■ TASK INSTRUCTIONS ■
Find the line in the entries below that contains "M495 74 513 85 507 106 484 98H495Z". Repeat it exactly, and every line after it through the line that contains "M495 19 501 0".

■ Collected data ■

==============================

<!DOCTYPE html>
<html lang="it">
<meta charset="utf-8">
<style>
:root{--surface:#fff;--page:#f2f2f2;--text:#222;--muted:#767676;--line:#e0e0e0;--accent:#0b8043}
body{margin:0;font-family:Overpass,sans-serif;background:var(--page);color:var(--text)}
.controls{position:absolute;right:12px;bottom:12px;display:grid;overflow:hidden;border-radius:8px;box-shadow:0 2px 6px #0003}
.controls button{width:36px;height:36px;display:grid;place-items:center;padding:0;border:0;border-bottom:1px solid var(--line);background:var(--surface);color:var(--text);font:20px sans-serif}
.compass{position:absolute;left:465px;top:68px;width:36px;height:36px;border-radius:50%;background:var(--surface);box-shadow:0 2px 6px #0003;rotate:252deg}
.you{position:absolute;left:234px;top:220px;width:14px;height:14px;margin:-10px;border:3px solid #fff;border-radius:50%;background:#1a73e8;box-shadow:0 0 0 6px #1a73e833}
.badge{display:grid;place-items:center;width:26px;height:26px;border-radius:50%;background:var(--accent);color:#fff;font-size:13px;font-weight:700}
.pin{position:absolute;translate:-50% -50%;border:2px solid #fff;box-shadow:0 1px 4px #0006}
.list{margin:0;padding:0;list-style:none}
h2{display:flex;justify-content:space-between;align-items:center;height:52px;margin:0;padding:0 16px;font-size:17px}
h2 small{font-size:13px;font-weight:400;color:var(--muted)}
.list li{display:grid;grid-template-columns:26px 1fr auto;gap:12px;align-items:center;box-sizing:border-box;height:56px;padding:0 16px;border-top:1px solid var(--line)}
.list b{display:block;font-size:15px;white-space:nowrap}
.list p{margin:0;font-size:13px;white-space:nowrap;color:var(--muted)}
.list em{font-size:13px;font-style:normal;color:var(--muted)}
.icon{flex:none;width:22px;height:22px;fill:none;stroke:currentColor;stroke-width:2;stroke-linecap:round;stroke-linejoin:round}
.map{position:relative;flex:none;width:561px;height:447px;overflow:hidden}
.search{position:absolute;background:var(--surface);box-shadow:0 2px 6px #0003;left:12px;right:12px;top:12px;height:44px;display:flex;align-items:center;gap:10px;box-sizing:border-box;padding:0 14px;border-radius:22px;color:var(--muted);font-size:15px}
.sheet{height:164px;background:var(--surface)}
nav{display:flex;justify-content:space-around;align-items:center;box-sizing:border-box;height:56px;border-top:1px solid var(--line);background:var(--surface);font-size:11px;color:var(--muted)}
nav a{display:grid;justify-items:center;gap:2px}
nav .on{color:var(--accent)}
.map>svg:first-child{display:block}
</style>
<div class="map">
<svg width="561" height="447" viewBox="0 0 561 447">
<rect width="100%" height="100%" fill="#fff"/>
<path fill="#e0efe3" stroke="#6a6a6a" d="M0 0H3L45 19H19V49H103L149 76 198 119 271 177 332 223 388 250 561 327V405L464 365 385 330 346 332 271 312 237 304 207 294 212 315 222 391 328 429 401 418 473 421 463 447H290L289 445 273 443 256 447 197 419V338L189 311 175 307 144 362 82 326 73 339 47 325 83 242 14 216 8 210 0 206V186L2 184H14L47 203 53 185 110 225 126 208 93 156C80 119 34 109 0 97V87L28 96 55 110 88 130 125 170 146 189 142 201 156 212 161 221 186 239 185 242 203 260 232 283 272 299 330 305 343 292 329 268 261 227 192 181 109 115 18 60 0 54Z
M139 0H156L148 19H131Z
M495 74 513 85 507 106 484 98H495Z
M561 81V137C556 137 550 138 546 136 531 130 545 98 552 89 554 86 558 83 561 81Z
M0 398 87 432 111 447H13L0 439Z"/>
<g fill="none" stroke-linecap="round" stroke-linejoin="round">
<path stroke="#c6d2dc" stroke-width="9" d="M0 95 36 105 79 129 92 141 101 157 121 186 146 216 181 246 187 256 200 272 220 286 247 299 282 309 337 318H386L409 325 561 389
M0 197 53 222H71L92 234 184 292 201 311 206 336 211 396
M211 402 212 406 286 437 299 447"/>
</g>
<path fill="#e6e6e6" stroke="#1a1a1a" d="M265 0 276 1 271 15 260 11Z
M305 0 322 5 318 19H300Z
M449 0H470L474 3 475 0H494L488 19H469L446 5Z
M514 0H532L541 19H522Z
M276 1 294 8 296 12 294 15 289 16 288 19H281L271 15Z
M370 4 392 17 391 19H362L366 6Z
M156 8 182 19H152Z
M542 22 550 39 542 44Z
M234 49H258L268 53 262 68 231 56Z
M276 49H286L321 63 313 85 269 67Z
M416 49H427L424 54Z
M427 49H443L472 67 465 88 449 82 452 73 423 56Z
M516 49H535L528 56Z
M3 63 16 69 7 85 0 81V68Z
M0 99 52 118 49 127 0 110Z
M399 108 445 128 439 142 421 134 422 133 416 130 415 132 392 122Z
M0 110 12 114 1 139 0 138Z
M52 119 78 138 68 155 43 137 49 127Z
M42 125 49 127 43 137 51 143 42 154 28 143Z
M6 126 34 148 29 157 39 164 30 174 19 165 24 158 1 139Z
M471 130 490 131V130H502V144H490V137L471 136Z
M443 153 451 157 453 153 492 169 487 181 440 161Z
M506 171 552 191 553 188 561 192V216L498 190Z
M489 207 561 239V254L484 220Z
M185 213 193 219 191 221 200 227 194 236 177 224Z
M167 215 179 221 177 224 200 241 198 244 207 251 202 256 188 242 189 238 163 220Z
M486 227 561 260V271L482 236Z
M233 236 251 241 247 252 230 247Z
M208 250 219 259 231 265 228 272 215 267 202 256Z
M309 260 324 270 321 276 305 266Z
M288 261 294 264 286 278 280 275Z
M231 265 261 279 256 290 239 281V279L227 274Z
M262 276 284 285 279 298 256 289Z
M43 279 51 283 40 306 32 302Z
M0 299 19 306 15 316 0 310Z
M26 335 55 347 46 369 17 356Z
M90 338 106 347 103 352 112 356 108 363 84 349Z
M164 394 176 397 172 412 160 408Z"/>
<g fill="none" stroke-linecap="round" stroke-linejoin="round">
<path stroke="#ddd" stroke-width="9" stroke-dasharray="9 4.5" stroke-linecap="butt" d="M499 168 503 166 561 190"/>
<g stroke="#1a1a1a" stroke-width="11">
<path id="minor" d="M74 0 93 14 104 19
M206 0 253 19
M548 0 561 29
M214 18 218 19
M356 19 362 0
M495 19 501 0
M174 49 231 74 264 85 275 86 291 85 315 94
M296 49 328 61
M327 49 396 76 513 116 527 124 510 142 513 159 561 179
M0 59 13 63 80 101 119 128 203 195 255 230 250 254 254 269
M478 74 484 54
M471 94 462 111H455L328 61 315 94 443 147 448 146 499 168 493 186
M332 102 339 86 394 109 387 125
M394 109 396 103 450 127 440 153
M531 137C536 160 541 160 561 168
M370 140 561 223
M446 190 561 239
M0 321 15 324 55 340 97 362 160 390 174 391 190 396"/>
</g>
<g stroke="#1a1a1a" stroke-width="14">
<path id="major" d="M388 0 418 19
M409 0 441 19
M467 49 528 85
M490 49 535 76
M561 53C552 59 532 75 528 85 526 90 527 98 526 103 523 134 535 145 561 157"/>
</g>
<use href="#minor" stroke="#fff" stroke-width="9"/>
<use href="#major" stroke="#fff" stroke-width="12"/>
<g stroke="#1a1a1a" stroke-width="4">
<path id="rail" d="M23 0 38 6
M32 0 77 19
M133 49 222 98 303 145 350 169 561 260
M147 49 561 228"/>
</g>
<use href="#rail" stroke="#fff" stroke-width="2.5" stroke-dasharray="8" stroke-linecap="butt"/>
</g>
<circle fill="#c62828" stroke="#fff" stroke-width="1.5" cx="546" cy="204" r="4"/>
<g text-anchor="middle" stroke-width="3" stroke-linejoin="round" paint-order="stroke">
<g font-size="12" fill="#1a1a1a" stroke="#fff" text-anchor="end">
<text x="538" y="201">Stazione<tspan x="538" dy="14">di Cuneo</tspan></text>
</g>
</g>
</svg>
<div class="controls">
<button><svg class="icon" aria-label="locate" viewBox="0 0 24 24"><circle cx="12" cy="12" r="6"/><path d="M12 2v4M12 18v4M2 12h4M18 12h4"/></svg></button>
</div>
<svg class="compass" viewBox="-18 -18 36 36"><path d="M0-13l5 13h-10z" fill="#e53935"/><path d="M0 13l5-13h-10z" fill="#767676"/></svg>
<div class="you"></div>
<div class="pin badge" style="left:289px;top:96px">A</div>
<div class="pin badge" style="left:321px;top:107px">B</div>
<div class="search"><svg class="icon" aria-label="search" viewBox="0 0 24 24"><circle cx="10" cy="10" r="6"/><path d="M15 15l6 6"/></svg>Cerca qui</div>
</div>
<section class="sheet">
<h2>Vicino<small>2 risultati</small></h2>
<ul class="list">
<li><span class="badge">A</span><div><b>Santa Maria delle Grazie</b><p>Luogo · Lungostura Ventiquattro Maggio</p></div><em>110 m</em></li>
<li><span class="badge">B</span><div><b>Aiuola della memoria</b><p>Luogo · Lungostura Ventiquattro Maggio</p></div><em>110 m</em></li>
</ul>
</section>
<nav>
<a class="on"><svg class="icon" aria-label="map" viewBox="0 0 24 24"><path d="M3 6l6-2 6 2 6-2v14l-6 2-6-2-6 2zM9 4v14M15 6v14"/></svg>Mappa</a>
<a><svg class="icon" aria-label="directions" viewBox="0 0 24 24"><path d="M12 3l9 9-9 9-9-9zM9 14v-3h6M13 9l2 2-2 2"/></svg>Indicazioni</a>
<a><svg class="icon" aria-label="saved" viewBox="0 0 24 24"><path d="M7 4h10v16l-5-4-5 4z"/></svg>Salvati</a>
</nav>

==============================

■ RESPONSE ■
M495 74 513 85 507 106 484 98H495Z
M561 81V137C556 137 550 138 546 136 531 130 545 98 552 89 554 86 558 83 561 81Z
M0 398 87 432 111 447H13L0 439Z"/>
<g fill="none" stroke-linecap="round" stroke-linejoin="round">
<path stroke="#c6d2dc" stroke-width="9" d="M0 95 36 105 79 129 92 141 101 157 121 186 146 216 181 246 187 256 200 272 220 286 247 299 282 309 337 318H386L409 325 561 389
M0 197 53 222H71L92 234 184 292 201 311 206 336 211 396
M211 402 212 406 286 437 299 447"/>
</g>
<path fill="#e6e6e6" stroke="#1a1a1a" d="M265 0 276 1 271 15 260 11Z
M305 0 322 5 318 19H300Z
M449 0H470L474 3 475 0H494L488 19H469L446 5Z
M514 0H532L541 19H522Z
M276 1 294 8 296 12 294 15 289 16 288 19H281L271 15Z
M370 4 392 17 391 19H362L366 6Z
M156 8 182 19H152Z
M542 22 550 39 542 44Z
M234 49H258L268 53 262 68 231 56Z
M276 49H286L321 63 313 85 269 67Z
M416 49H427L424 54Z
M427 49H443L472 67 465 88 449 82 452 73 423 56Z
M516 49H535L528 56Z
M3 63 16 69 7 85 0 81V68Z
M0 99 52 118 49 127 0 110Z
M399 108 445 128 439 142 421 134 422 133 416 130 415 132 392 122Z
M0 110 12 114 1 139 0 138Z
M52 119 78 138 68 155 43 137 49 127Z
M42 125 49 127 43 137 51 143 42 154 28 143Z
M6 126 34 148 29 157 39 164 30 174 19 165 24 158 1 139Z
M471 130 490 131V130H502V144H490V137L471 136Z
M443 153 451 157 453 153 492 169 487 181 440 161Z
M506 171 552 191 553 188 561 192V216L498 190Z
M489 207 561 239V254L484 220Z
M185 213 193 219 191 221 200 227 194 236 177 224Z
M167 215 179 221 177 224 200 241 198 244 207 251 202 256 188 242 189 238 163 220Z
M486 227 561 260V271L482 236Z
M233 236 251 241 247 252 230 247Z
M208 250 219 259 231 265 228 272 215 267 202 256Z
M309 260 324 270 321 276 305 266Z
M288 261 294 264 286 278 280 275Z
M231 265 261 279 256 290 239 281V279L227 274Z
M262 276 284 285 279 298 256 289Z
M43 279 51 283 40 306 32 302Z
M0 299 19 306 15 316 0 310Z
M26 335 55 347 46 369 17 356Z
M90 338 106 347 103 352 112 356 108 363 84 349Z
M164 394 176 397 172 412 160 408Z"/>
<g fill="none" stroke-linecap="round" stroke-linejoin="round">
<path stroke="#ddd" stroke-width="9" stroke-dasharray="9 4.5" stroke-linecap="butt" d="M499 168 503 166 561 190"/>
<g stroke="#1a1a1a" stroke-width="11">
<path id="minor" d="M74 0 93 14 104 19
M206 0 253 19
M548 0 561 29
M214 18 218 19
M356 19 362 0
M495 19 501 0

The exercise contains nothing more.